Mencken Chrestomathy (Vintage) Read online




  First Vintage Books Edition, May 1982

  Copyright © 1916, 1918, 1919, 1920, 1921, 1922, 1924, 1926, 1927

  1932, 1934, 1942, 1949 by Alfred A. Knopf, Inc.

  All rights reserved under International and Pan-American

  Copyright Conventions. Published in the United States by

  Random House, Inc., New York, and simultaneously in Canada

  by Random House of Canada Limited, Toronto. Originally

  published by Alfred A. Knopf, Inc., New York, in June 1949.

  Library of Congress Cataloging in Publication Data

  Mencken, H. L. (Henry Louis), 1880-1956.

  A Mencken chrestomathy.

  Reprint. Originally published: New York: Knopf, 1949.

  I. Title.

  [PS3525.E43A6 1982] 818′.5209 81-52593

  eISBN: 978-0-307-80887-5 AACR2

  v3.1

  PREFACE

  IN my title I revive the word chrestomathy in its true sense of “a collection of choice passages from an author or authors,” and ignore the late addition of “especially one compiled to assist in the acquirement of a language.” In the latter significance the term is often used by linguists, and some of the chrestomathies issued by them in recent years—for example, Dr. Edgar H. Sturtevant’s “Hittite Chrestomathy” of 1935 – are works of capital importance. But I see no reason why they should have a monopoly on what is not, after all, their invention. Nor do I see why I should be deterred by the fact that, when this book was announced, a few newspaper smarties protested that the word would be unfamiliar to many readers, as it was to them. Thousands of excellent nouns, verbs and adjectives that have stood in every decent dictionary for years are still unfamiliar to such ignoramuses, and I do not solicit their patronage. Let them continue to recreate themselves with whodunits, and leave my vocabulary and me to my own customers, who have all been to school. Chrestomathy is actually more than a century old in English, which makes it quite as ancient as scientist, which was invented by William Whewell in 1840, or anesthetic, which was proposed by Oliver Wendell Holmes I in 1846. In Greek, where it was contrived by joining chrestos, meaning useful, and mathein, meaning to learn, it goes back to Proclus Disdochos, who used it in Athens in the year 450.

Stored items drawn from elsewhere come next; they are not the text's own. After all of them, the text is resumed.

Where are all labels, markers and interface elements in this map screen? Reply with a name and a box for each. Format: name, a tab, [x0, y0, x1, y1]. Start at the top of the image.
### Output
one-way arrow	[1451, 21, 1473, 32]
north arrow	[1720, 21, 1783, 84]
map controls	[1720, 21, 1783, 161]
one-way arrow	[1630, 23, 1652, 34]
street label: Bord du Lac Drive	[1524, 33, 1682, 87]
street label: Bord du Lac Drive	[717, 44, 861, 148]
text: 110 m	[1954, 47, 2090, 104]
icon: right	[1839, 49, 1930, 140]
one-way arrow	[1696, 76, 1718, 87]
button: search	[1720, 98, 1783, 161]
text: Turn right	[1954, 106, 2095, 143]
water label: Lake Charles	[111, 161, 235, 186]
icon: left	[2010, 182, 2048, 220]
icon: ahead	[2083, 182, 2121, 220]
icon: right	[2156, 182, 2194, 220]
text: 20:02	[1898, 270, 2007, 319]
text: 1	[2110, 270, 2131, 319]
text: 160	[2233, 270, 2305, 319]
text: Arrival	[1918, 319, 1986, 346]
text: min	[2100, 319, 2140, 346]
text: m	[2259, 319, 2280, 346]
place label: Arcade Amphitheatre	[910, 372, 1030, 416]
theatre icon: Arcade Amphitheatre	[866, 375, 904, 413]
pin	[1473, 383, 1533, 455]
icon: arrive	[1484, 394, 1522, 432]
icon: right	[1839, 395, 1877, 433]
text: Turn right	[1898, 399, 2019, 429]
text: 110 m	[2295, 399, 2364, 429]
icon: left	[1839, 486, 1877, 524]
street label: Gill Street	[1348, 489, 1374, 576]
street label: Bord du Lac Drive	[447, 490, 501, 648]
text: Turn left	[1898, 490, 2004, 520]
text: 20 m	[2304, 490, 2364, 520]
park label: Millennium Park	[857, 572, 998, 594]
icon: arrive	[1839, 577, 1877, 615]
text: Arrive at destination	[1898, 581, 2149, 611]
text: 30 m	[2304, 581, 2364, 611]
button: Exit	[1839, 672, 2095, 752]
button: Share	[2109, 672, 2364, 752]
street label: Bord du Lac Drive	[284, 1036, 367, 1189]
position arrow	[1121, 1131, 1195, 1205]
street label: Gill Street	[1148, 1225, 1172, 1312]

  Whether anyone will find anything useful in what follows, or learn from it otherwise, is not for me to guess, but at all events I like the word better than the omnibus, reader, treasury, miscellany, panorama and portable that have been so horribly overworked of late. The aim of the volume is simply to present a selection from my out-of-print writings, many of them now almost unobtainable. They come mostly from books, but others are magazine or newspaper pieces that never got between covers, and a few of them are notes never previously published at all. I have an enormous collection of such notes, mainly accumulated for books that, after long struggles, failed to get themselves written, and some day I may gather them into a couple of volumes. The books levied on here are the six of the “Prejudices” series, “A Book of Burlesques,” “Damn: a Book of Calumny,” “In Defense of Women,” “Making a President,” “Notes on Democracy” and “Treatise on Right and Wrong.” All save two of these had fair successes in their day, and I still receive frequent correspondence about them, but they are so full of the discussion of matters now of only historical interest that I have hesitated to let them be reprinted in toto. It seemed to be much more rational to dig out of them the material that continues to be of more or less current interest, and to print all of it in one volume, at a price substantially less than the cost of a dozen. I have done my own editing, and the judicious may observe some evidence that I have occasionally allowed partiality to corrupt judgment, but I assume that any other editor would have been guilty of a similar softness. Some of the lesser pieces following—for example, “The Sahara of the Bozart,” my bathtub hoax and my translation of “The Declaration of Independence” into the American vulgate—have carried on a vigorous life for years, and I have therefore thought it worth while to give them one more embalming before consigning them to statistics and the devil.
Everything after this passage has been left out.